THE RECORDS START

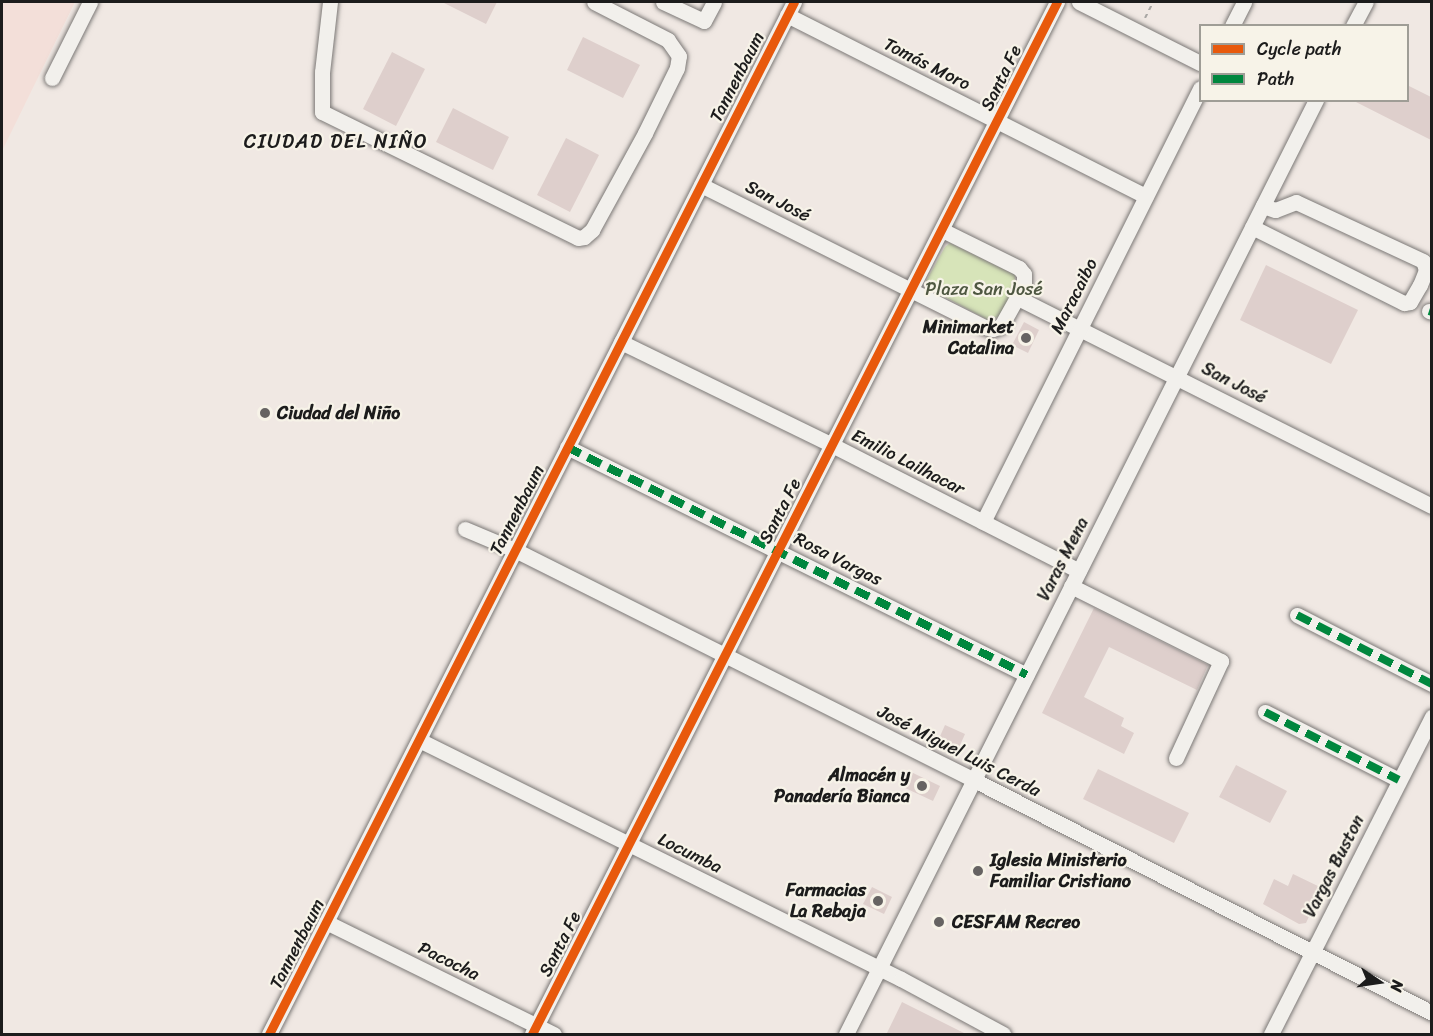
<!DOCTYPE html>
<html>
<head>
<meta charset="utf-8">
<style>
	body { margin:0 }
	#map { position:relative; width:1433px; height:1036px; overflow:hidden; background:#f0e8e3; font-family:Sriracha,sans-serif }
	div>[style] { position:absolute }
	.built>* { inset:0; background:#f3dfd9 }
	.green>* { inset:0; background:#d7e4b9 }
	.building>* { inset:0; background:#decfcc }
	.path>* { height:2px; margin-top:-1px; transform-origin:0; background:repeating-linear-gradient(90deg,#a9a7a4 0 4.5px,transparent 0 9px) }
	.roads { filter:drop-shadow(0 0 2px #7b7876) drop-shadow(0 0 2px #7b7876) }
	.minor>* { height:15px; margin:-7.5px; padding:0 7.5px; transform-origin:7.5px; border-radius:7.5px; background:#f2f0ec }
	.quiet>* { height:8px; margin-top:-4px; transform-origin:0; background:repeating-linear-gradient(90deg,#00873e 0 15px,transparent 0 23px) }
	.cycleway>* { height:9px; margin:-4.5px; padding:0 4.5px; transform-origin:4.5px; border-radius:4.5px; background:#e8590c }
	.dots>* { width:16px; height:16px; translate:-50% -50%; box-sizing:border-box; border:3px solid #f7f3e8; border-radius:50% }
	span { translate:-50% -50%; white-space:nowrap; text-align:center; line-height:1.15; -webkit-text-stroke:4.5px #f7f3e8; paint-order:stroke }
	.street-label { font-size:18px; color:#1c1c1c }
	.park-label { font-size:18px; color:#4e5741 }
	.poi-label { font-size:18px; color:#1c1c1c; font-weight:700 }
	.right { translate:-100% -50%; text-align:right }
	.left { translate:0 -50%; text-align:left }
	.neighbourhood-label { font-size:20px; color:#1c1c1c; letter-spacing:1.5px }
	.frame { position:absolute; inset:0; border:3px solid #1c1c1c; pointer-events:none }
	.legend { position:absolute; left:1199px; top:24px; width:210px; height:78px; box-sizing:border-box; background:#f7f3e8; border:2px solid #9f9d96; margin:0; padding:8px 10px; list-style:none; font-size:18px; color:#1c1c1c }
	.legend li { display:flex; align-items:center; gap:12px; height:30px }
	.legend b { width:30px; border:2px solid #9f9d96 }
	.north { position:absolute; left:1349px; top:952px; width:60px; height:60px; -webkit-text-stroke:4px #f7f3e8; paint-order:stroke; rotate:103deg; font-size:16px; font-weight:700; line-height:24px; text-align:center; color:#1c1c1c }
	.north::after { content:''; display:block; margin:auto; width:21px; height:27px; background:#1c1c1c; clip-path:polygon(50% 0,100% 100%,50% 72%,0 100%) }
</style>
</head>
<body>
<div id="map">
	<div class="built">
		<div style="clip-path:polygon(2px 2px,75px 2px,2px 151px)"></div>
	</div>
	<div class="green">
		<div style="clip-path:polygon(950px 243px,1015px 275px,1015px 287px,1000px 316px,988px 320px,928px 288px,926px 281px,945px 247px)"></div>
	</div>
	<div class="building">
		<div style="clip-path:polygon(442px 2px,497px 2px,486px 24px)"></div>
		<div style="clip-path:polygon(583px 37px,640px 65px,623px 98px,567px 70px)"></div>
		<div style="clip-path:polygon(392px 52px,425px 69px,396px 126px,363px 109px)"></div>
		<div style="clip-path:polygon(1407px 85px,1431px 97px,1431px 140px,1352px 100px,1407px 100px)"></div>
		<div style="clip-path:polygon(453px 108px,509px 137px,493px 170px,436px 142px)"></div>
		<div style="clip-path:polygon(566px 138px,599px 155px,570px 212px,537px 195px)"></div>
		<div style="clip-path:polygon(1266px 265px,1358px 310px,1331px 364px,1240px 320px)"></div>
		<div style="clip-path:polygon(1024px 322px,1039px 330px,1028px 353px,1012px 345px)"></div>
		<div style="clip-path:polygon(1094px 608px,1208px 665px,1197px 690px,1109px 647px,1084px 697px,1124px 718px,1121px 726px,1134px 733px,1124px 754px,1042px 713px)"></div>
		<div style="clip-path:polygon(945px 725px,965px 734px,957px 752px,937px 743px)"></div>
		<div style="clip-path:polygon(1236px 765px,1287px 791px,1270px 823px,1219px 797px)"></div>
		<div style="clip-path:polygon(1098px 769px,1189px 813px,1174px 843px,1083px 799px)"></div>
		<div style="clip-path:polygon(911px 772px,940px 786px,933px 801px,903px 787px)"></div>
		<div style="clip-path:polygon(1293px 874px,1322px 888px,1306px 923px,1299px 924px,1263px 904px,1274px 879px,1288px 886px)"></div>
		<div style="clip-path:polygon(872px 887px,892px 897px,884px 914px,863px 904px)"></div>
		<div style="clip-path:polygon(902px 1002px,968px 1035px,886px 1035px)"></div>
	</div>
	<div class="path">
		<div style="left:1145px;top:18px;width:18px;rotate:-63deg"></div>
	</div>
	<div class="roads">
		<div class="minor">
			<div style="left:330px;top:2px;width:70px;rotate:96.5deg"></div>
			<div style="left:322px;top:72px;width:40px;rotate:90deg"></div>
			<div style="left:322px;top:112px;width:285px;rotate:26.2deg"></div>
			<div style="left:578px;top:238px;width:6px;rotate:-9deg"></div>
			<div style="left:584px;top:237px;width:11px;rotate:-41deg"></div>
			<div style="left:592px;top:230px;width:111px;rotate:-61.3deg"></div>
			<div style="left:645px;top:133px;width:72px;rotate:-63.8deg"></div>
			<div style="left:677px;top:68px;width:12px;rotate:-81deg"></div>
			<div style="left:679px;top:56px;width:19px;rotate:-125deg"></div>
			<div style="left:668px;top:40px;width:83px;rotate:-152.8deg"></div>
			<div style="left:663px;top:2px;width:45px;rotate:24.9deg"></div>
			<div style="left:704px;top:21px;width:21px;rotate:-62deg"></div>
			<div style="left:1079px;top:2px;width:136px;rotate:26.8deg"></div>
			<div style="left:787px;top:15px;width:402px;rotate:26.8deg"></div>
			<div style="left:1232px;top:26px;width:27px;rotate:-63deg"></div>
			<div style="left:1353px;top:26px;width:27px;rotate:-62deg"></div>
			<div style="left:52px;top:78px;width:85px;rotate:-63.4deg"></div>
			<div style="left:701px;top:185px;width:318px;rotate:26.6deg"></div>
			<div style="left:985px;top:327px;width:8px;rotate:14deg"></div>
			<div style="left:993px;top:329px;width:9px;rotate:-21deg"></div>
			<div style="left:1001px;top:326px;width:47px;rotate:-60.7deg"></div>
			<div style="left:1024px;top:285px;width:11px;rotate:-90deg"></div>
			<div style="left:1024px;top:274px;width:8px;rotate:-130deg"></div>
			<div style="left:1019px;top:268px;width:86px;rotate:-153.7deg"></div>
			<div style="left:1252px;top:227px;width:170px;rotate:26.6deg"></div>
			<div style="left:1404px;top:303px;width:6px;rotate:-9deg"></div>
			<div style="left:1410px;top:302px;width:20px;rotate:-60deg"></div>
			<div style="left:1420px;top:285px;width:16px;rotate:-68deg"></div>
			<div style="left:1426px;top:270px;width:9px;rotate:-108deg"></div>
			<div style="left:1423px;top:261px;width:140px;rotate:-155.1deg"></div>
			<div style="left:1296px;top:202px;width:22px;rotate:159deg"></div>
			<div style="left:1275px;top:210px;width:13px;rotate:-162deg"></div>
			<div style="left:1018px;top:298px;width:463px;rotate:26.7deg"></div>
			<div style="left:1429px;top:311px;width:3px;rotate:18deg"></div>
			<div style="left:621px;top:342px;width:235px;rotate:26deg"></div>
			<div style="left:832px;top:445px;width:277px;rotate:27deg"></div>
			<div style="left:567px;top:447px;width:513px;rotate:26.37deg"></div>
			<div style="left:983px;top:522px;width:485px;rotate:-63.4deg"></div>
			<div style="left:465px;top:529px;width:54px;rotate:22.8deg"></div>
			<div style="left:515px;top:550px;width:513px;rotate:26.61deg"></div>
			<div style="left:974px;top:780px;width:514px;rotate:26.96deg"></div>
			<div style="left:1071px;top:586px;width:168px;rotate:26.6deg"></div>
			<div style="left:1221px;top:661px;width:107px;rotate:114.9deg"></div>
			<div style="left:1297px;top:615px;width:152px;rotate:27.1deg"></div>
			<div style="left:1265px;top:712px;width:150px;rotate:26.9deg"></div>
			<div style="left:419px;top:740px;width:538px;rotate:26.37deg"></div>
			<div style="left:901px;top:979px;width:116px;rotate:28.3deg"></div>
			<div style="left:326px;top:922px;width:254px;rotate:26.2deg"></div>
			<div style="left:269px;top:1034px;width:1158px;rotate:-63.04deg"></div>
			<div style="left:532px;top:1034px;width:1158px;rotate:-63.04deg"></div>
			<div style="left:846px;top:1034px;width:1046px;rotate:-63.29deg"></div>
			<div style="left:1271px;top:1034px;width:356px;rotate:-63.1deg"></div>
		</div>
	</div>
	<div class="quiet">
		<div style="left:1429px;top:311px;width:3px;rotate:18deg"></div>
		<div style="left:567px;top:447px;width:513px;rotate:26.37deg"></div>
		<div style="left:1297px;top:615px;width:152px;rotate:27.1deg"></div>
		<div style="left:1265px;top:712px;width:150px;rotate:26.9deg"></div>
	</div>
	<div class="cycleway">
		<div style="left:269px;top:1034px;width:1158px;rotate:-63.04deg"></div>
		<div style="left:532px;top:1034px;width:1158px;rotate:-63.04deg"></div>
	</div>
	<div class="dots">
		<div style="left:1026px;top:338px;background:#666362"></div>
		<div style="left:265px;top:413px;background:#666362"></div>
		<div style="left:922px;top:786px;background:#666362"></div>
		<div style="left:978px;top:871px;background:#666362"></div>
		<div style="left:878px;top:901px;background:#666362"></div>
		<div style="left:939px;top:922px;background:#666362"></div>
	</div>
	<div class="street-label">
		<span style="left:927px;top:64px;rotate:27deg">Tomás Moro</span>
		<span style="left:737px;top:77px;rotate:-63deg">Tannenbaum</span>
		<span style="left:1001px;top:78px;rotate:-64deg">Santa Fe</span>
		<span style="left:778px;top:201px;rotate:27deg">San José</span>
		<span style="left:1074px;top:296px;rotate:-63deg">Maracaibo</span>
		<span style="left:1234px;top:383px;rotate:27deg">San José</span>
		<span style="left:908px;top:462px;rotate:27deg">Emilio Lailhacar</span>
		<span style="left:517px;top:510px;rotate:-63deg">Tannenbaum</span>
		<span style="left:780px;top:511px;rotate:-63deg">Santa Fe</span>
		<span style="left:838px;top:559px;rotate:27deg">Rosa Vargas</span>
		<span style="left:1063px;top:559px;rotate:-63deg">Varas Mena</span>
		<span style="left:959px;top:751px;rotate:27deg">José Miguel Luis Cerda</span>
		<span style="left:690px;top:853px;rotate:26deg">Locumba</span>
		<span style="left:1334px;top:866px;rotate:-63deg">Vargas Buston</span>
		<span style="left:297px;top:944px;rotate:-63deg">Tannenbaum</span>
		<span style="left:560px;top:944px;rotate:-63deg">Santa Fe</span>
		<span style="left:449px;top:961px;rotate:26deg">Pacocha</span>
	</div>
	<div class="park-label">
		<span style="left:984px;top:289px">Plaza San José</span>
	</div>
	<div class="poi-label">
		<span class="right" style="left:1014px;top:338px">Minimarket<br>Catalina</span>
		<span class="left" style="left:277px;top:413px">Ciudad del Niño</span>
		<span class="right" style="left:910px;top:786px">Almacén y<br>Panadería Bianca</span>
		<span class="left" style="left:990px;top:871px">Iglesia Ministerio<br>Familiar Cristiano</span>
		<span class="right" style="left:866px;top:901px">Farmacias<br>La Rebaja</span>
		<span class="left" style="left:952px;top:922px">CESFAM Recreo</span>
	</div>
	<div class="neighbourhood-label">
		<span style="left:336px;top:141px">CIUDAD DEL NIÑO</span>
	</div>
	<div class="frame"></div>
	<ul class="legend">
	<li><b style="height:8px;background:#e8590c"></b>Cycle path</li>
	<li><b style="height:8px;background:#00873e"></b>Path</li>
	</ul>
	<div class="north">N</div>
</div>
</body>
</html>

THE RECORDS END

▶ WHAT YOU WILL DO: Please output exactly the lines of the data above, from its first line through the line with "font-size:18px; color:#1c1c1c; font-weight:700", and nothing else; drop the pictures.

▶ ANSWER TO THIS PROBLEM:
<!DOCTYPE html>
<html>
<head>
<meta charset="utf-8">
<style>
	body { margin:0 }
	#map { position:relative; width:1433px; height:1036px; overflow:hidden; background:#f0e8e3; font-family:Sriracha,sans-serif }
	div>[style] { position:absolute }
	.built>* { inset:0; background:#f3dfd9 }
	.green>* { inset:0; background:#d7e4b9 }
	.building>* { inset:0; background:#decfcc }
	.path>* { height:2px; margin-top:-1px; transform-origin:0; background:repeating-linear-gradient(90deg,#a9a7a4 0 4.5px,transparent 0 9px) }
	.roads { filter:drop-shadow(0 0 2px #7b7876) drop-shadow(0 0 2px #7b7876) }
	.minor>* { height:15px; margin:-7.5px; padding:0 7.5px; transform-origin:7.5px; border-radius:7.5px; background:#f2f0ec }
	.quiet>* { height:8px; margin-top:-4px; transform-origin:0; background:repeating-linear-gradient(90deg,#00873e 0 15px,transparent 0 23px) }
	.cycleway>* { height:9px; margin:-4.5px; padding:0 4.5px; transform-origin:4.5px; border-radius:4.5px; background:#e8590c }
	.dots>* { width:16px; height:16px; translate:-50% -50%; box-sizing:border-box; border:3px solid #f7f3e8; border-radius:50% }
	span { translate:-50% -50%; white-space:nowrap; text-align:center; line-height:1.15; -webkit-text-stroke:4.5px #f7f3e8; paint-order:stroke }
	.street-label { font-size:18px; color:#1c1c1c }
	.park-label { font-size:18px; color:#4e5741 }
	.poi-label { font-size:18px; color:#1c1c1c; font-weight:700 }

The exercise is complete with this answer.